A Philosophical Sidelight on Peter Wynne-Thomas’ book, Cricket’s Historians: PART 2


 

Part I concluded there remains a job to be undertaken in doing a comparative review and evaluation, all in one place, of substantial works concerning the development of the game of cricket from a socio-economic or political perspective.

In this Part 2, history graduate Devine McKenzie outlines the kind of considerations or criteria that could be applied to guide such assessments. This reflects her view of what counts as interesting and enjoyable accounts of events and the lives of individuals.

 What was it really like to live in those times or that place, or witness that event?

Sheer inquisitiveness. My five examples:

  • Lorna McDonald’s book of 2001,West of Matilda: Life in Outback Queensland from the 1890s to the 1990s.
  • Vera Deacon’s book Singing Back the River(2019): a collection of her stories written over six decades, including reminiscences of living on the Hunter River islands and making do during the Great Depression.
  • The astoundingly low standard of living and high infant mortality rates of the peasantry of 18th century France. (I’ve mislaid my book with the startling chapter so cannot give the title or author.)

Territorial ambitions of Russia brought it into conflict with Turkey backed by Britain, France and Sardinia on this peninsular of the Black Sea. Trench warfare saw development of new types of rifle, armoured ships and mines and cost 750,000 lives, two-thirds of them being Russians.
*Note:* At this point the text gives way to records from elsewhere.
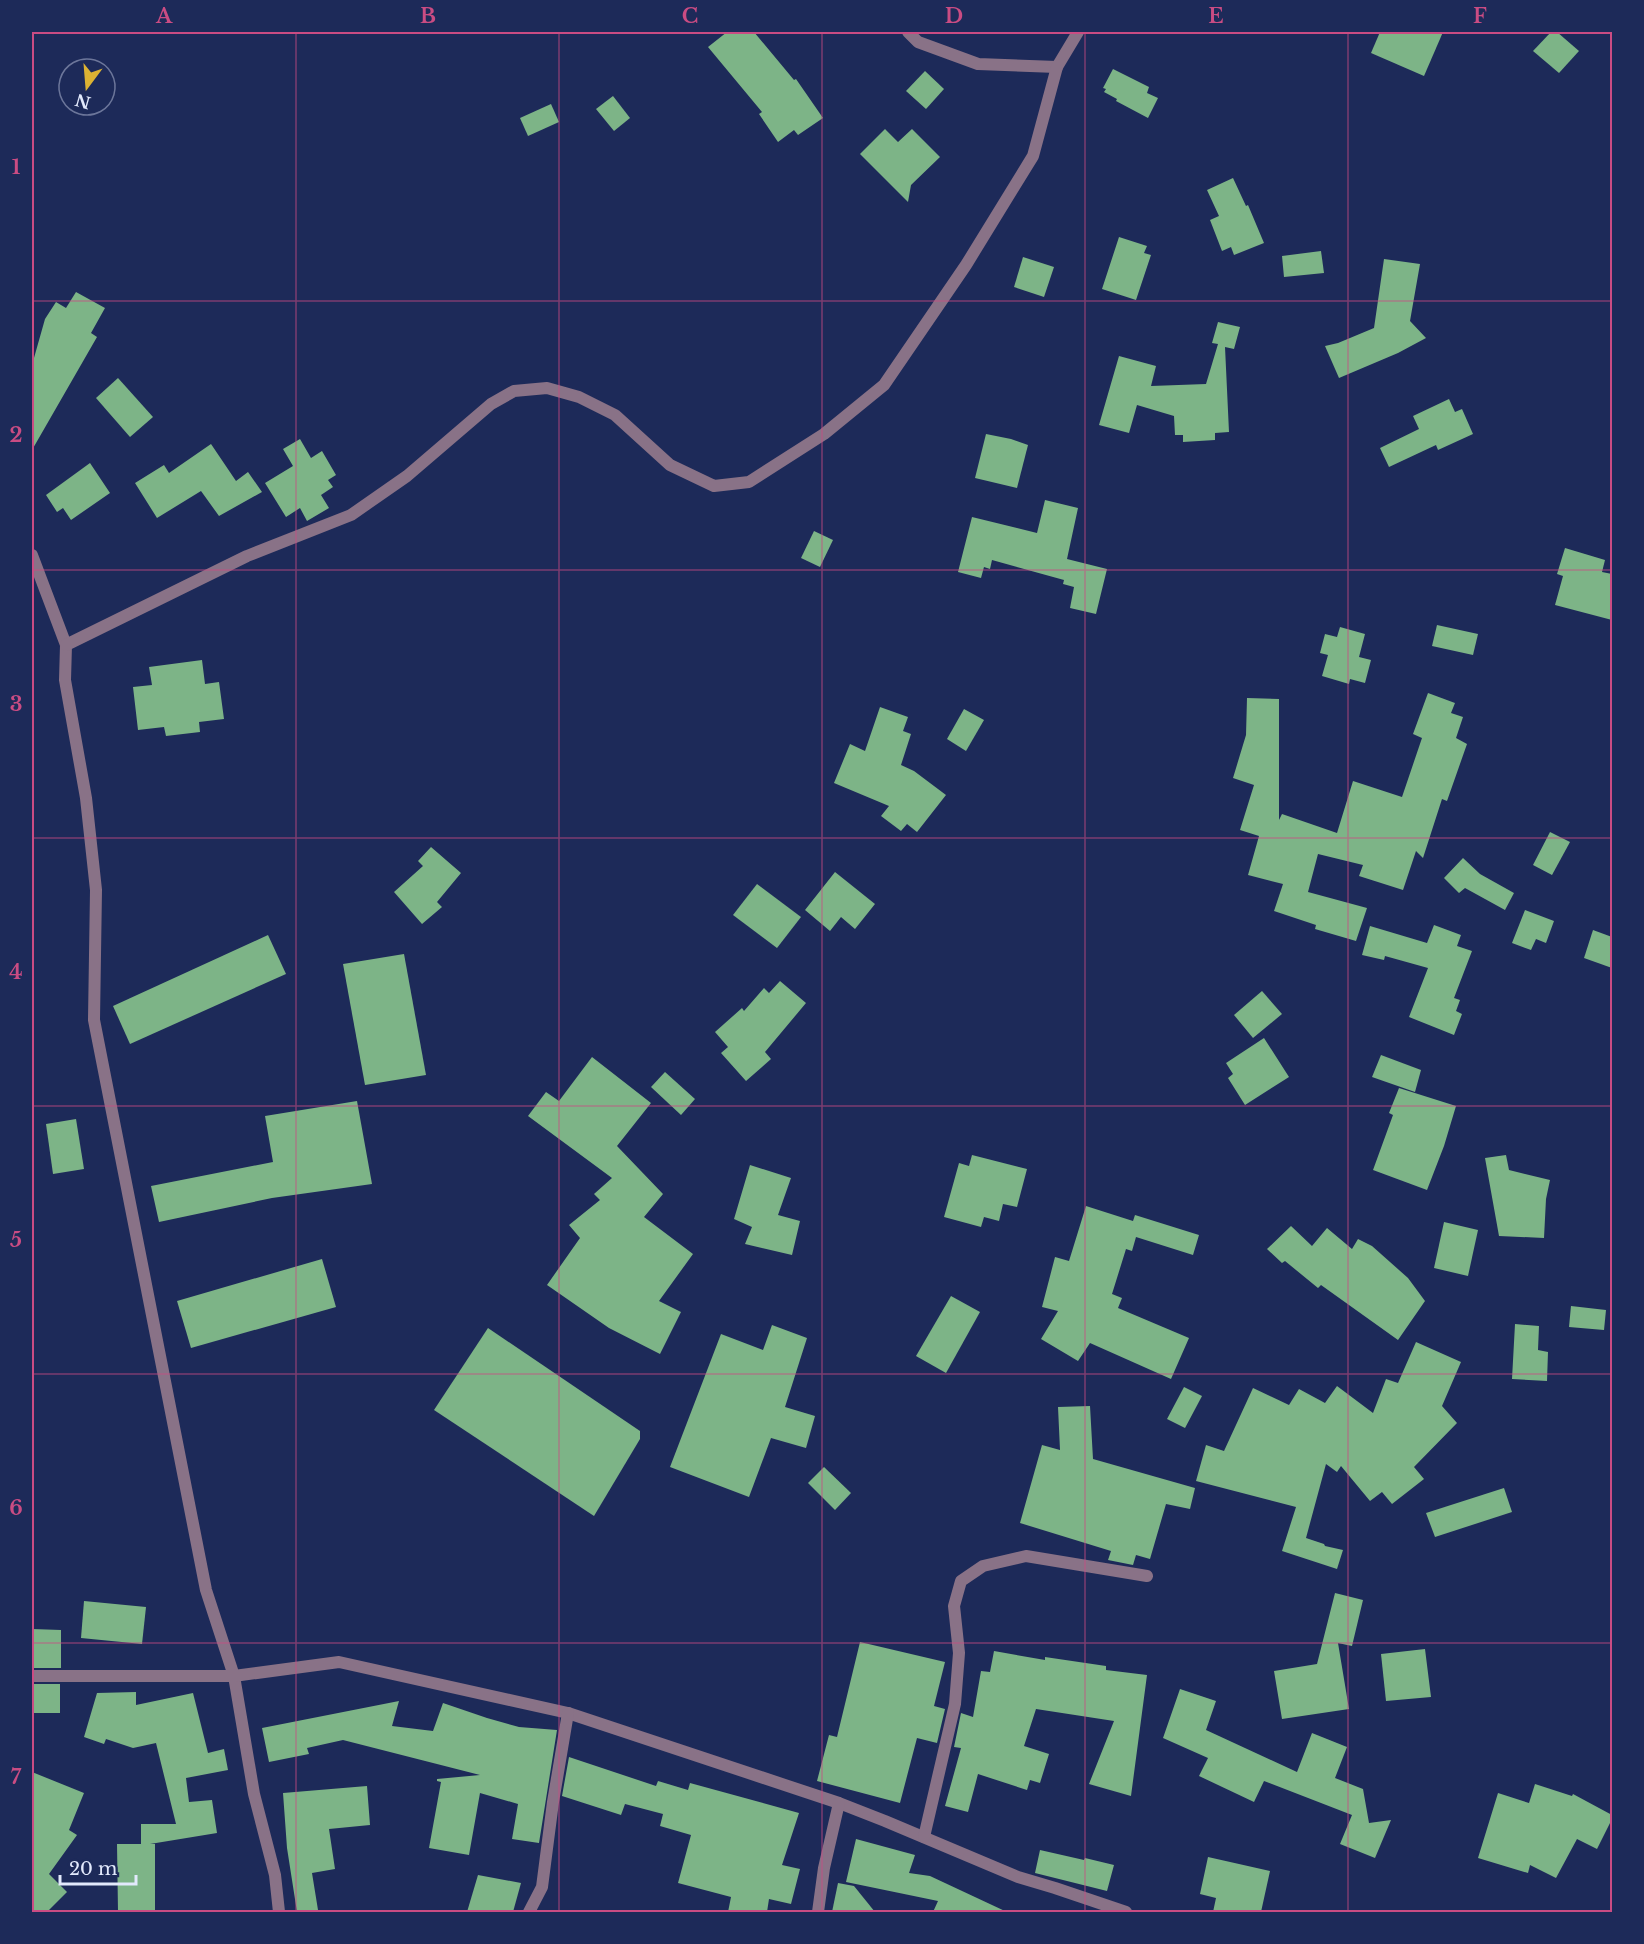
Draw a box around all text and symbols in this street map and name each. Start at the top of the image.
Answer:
text: A [155,4,173,28]
text: B [420,4,436,28]
text: C [682,4,698,28]
text: D [945,4,963,28]
text: E [1208,4,1224,28]
text: F [1473,4,1487,28]
north arrow [57,57,117,117]
text: N [73,90,93,113]
text: 1 [12,155,21,179]
text: 2 [9,423,23,447]
text: 3 [10,692,22,716]
text: 4 [9,960,23,984]
text: 5 [10,1228,22,1252]
text: 6 [9,1496,23,1520]
text: 7 [11,1765,22,1789]
scale bar [60,1848,136,1886]
text: 20 m [69,1858,117,1880]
Not only were first-hand reports despatched regularly by William Howard Russell to The Times newspaper of London, there was pioneering photographic documentation by Roger Fenton who roved the front line, travelling around in a converted delivery vehicle with its dark room for developing the glass plates. Some 300 photos survive of the bays of Balaclava port (one being shown below), the camps and terrain of battle, and portraits of officers, soldiers and support staff of the various armies.

The Valley of the Shadow of Death, below, showing a profusion of spent cannonballs in the aftermath of the failed Charge of the Light Brigade.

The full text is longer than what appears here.